== Extracted material

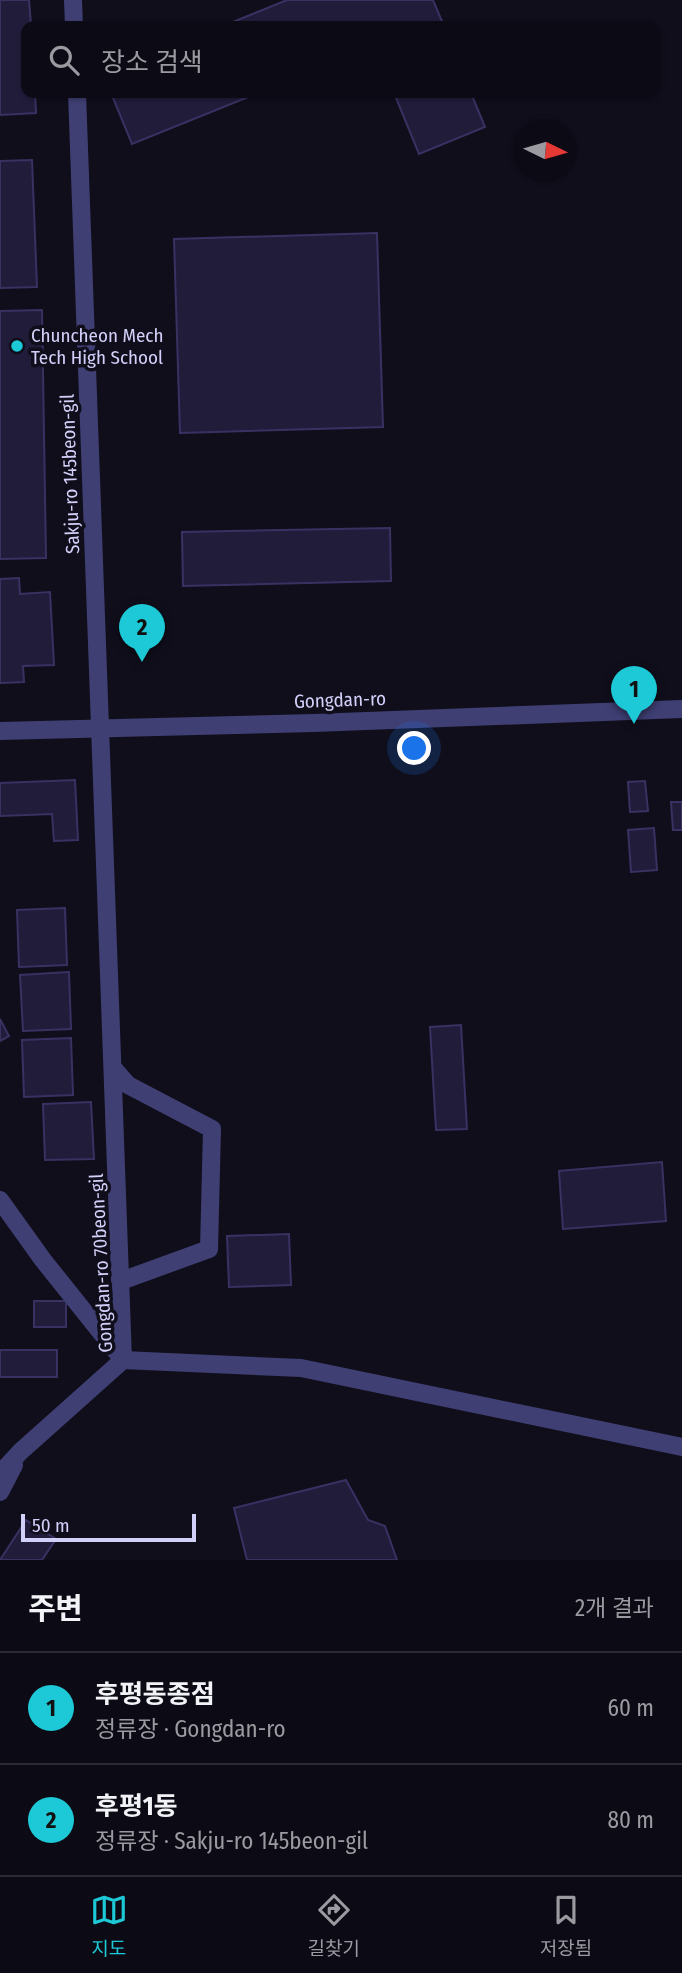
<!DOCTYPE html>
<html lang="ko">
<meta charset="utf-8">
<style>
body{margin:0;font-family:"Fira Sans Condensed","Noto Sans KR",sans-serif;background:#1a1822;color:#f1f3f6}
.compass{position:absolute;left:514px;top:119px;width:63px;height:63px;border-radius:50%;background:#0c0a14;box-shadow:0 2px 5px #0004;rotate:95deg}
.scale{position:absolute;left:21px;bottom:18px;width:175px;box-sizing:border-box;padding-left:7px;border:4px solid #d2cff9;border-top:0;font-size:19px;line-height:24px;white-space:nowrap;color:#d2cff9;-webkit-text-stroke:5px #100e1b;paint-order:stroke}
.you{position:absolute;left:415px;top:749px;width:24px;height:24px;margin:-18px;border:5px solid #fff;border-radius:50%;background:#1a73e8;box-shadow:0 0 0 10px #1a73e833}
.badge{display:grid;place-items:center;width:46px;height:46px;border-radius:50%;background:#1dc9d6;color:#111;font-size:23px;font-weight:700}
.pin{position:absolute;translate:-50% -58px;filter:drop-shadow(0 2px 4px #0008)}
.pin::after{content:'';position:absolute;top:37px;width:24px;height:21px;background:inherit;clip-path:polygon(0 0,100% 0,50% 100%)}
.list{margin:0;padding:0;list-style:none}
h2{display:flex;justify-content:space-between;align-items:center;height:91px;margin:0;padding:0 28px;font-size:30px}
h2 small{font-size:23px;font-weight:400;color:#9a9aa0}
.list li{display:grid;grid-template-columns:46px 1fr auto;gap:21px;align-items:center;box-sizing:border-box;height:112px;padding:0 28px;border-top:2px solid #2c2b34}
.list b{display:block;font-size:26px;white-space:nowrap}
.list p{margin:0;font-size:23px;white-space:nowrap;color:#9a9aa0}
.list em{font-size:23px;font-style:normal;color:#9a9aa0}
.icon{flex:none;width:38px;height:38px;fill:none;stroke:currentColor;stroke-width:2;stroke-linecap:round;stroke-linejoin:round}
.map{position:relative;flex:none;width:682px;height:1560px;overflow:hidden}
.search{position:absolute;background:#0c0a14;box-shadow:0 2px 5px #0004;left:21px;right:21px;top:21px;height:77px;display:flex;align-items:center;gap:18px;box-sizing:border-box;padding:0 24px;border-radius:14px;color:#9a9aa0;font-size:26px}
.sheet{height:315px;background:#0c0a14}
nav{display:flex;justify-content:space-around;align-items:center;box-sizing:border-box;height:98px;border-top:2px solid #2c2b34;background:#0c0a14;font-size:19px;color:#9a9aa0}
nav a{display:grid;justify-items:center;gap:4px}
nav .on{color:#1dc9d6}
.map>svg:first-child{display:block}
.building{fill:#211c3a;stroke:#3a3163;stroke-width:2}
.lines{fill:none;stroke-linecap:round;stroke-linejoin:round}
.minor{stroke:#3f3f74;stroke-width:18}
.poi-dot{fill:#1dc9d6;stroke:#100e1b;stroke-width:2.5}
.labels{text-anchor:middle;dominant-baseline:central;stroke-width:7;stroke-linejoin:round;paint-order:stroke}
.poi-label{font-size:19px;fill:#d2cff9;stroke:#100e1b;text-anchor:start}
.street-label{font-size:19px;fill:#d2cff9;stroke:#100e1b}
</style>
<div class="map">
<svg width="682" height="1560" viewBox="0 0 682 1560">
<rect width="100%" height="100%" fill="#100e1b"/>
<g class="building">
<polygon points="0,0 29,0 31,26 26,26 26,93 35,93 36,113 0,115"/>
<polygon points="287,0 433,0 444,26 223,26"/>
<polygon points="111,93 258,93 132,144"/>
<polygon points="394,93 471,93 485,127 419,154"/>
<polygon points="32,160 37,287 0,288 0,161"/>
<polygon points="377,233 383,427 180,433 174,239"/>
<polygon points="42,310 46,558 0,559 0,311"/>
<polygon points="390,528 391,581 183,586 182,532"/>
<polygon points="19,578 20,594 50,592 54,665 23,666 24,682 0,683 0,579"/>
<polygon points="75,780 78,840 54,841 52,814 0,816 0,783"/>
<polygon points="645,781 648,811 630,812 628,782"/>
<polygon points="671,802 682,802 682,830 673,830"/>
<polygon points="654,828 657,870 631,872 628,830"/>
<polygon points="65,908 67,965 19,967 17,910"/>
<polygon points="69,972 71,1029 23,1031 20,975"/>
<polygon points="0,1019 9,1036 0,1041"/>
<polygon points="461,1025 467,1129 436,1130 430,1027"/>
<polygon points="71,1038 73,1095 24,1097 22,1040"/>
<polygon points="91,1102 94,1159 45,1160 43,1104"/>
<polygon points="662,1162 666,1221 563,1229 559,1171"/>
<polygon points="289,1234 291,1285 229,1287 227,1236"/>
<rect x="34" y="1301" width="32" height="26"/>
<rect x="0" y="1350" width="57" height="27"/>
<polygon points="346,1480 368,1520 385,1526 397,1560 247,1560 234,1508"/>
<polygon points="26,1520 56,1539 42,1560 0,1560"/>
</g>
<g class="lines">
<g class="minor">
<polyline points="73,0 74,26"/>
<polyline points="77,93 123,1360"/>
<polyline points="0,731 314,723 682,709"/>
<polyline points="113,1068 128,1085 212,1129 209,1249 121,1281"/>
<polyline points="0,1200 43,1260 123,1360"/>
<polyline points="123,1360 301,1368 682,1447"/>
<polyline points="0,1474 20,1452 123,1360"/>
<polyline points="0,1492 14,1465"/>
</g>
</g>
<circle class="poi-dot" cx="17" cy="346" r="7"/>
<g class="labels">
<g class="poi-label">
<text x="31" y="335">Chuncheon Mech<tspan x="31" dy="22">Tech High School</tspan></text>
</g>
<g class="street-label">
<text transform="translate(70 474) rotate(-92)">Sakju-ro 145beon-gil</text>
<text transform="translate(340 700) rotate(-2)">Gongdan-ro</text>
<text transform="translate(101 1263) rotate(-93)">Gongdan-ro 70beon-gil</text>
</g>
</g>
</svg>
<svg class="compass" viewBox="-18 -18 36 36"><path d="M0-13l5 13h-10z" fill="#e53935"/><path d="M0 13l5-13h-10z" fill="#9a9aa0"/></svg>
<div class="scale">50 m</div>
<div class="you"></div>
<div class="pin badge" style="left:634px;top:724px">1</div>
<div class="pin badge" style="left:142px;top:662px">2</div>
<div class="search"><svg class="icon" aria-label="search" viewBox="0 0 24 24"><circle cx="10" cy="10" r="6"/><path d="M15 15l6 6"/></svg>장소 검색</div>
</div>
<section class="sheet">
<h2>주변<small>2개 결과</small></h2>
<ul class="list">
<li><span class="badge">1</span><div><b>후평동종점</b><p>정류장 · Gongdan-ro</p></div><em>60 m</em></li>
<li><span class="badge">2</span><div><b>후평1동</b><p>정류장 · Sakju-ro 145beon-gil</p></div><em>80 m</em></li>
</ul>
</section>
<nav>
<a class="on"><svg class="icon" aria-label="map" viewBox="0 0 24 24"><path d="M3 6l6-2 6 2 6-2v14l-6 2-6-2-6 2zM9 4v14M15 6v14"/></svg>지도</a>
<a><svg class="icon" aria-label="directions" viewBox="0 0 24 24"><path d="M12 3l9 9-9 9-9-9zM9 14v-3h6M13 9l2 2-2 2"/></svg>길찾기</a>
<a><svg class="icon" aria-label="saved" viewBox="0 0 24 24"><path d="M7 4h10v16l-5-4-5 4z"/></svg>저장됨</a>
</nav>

====
== Extracted material

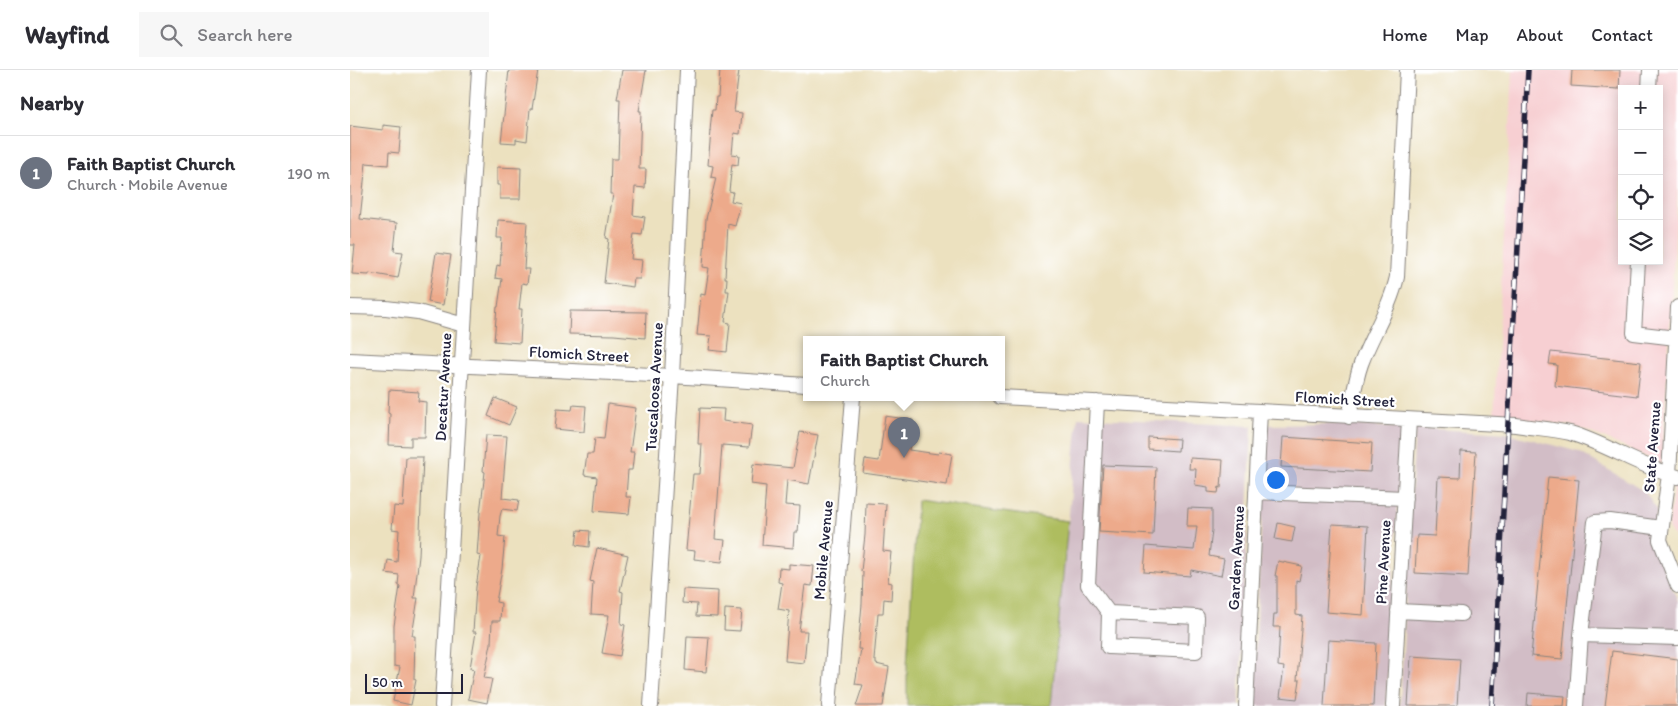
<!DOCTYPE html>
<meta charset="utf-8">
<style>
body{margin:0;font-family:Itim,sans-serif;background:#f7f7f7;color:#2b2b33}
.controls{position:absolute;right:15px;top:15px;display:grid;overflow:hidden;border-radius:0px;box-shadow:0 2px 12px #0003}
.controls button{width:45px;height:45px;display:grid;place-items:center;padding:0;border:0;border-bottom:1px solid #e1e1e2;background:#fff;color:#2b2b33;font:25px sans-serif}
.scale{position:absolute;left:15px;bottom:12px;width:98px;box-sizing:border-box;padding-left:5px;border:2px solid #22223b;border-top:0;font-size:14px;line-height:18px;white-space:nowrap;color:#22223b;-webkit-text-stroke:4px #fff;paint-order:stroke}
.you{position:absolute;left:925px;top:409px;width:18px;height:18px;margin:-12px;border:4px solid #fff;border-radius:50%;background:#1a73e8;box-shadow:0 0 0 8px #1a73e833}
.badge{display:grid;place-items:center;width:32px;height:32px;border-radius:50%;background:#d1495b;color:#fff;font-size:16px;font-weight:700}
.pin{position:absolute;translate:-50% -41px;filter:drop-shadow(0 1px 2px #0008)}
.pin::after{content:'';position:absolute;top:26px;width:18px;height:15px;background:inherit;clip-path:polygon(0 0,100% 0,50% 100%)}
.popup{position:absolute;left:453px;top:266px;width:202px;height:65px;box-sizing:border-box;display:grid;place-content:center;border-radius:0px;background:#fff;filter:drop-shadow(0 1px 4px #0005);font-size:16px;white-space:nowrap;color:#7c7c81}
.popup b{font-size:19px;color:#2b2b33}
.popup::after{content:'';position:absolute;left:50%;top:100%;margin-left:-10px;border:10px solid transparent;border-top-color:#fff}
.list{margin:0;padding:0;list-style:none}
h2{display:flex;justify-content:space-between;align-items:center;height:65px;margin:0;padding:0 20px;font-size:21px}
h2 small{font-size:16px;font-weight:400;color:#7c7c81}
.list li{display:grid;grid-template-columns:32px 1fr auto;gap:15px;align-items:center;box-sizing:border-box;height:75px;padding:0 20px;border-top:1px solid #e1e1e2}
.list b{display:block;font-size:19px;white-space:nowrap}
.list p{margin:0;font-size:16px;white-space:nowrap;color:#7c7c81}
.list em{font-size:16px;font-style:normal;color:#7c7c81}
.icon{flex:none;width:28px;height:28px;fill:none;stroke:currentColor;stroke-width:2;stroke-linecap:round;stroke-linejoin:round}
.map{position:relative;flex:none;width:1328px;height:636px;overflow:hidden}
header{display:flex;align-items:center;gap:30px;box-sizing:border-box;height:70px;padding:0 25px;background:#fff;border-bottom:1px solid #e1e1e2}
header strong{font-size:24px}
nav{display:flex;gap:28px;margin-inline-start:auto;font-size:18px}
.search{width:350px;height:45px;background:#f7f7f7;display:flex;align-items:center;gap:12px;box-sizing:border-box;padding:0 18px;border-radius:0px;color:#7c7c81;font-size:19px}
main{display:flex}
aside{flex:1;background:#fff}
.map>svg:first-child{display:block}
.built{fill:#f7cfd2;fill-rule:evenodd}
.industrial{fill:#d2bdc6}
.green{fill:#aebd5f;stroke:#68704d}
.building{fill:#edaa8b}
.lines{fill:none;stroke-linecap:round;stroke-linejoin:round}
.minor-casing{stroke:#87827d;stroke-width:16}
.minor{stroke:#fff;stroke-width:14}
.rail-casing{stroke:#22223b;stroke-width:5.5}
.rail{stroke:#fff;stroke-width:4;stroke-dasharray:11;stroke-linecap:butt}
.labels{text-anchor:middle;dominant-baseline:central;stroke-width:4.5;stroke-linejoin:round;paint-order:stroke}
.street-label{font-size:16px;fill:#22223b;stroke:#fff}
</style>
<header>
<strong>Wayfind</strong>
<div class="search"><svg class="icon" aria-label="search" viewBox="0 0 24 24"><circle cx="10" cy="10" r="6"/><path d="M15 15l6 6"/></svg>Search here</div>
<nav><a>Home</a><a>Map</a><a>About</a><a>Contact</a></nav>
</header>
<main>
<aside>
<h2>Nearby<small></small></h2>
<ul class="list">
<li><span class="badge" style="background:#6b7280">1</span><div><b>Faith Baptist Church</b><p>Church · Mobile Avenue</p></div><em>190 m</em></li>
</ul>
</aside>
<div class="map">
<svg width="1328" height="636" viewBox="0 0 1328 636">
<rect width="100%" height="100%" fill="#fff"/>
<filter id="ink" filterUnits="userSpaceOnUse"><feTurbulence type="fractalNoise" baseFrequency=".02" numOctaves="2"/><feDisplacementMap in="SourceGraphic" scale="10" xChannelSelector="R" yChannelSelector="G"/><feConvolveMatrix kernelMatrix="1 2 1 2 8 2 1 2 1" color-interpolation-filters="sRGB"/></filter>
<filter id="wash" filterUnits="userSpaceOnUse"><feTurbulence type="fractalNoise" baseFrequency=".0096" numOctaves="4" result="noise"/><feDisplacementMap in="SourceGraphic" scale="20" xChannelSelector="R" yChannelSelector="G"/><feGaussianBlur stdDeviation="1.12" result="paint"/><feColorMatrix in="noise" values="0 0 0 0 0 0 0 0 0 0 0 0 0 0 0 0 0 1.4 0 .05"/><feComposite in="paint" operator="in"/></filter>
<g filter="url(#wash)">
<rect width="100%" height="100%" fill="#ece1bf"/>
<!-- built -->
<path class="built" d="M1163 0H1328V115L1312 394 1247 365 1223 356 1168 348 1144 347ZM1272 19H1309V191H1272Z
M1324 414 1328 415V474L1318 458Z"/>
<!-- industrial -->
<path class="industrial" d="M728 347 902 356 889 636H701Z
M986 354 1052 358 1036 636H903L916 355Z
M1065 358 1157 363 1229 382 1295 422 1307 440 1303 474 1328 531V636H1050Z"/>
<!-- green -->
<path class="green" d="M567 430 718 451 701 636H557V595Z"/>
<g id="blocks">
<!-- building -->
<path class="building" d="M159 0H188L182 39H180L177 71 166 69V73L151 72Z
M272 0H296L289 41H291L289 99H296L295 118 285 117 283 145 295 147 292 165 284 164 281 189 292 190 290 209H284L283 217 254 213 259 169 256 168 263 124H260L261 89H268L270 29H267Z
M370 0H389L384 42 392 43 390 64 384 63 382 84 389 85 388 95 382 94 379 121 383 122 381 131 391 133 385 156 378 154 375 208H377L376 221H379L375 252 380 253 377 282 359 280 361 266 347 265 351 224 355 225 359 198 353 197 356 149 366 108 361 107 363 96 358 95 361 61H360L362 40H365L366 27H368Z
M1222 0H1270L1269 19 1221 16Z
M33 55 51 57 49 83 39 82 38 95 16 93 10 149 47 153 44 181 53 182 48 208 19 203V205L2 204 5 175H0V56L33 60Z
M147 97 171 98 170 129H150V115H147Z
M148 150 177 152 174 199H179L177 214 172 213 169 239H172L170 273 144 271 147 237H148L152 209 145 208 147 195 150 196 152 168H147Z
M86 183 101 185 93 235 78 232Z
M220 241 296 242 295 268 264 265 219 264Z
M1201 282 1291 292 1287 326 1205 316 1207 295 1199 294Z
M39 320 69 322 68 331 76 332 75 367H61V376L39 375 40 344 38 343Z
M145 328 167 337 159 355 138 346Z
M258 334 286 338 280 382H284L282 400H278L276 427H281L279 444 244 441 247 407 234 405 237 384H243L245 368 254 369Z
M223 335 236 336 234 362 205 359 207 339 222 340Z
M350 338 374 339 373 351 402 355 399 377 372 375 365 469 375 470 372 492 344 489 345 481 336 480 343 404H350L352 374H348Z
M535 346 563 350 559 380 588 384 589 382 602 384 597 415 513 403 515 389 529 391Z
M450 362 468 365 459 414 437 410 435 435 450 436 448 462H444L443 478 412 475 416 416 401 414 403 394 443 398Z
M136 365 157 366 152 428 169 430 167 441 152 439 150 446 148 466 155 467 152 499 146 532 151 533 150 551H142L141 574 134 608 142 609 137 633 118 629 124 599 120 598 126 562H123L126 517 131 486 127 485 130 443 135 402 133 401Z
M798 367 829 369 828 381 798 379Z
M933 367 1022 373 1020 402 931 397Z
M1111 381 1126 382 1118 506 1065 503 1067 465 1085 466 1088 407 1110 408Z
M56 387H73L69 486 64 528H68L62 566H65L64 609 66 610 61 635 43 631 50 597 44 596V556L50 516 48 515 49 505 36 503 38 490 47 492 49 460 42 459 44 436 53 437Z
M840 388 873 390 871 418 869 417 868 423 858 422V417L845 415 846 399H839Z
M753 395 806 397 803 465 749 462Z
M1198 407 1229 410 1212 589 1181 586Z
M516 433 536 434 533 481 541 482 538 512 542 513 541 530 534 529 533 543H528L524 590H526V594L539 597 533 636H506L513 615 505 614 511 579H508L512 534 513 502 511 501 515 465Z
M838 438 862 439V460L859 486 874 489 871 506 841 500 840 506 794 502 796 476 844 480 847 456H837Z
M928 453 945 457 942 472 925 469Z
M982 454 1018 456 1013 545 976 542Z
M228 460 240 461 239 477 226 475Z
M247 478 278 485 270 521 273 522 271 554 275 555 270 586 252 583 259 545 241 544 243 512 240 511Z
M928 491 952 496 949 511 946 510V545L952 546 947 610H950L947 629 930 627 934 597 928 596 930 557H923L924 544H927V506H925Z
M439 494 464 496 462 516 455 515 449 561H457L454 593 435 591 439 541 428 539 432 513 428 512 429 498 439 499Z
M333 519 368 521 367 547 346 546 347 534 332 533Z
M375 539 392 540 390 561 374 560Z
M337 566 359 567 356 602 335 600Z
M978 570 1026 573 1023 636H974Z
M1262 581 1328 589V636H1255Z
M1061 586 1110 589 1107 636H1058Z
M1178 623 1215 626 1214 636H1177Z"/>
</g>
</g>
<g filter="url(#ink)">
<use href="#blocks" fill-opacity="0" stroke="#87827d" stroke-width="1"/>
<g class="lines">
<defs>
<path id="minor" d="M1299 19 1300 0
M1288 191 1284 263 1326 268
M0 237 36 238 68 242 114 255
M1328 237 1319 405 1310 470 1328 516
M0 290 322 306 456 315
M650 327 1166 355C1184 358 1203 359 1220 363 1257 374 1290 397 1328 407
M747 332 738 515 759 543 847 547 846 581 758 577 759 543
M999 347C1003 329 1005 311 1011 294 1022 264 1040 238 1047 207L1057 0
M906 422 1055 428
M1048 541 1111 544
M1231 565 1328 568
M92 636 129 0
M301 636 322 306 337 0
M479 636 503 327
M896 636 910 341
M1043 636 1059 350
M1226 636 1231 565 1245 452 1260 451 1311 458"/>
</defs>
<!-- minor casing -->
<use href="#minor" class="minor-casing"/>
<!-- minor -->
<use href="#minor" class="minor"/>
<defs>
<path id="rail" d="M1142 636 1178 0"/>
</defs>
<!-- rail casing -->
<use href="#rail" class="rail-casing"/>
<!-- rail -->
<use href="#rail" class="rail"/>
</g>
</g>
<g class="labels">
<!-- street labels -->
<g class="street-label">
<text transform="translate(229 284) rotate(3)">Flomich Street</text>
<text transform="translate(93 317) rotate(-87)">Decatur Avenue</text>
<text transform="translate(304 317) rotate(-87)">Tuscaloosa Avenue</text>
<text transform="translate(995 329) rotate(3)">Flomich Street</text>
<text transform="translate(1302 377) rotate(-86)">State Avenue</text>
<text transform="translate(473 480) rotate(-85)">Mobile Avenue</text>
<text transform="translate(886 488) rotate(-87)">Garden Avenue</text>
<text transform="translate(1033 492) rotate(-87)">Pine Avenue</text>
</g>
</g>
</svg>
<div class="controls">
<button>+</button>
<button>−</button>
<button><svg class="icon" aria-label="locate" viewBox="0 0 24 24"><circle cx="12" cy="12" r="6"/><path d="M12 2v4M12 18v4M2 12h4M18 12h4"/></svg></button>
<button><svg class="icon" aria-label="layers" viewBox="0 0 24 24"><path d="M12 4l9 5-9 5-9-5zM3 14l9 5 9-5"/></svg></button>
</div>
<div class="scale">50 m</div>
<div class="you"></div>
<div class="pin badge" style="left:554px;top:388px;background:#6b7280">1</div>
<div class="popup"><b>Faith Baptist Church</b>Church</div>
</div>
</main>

====

Exercise details —
If a line above contains the string "compass", count it, then give the total and nothing else.

Task response —
2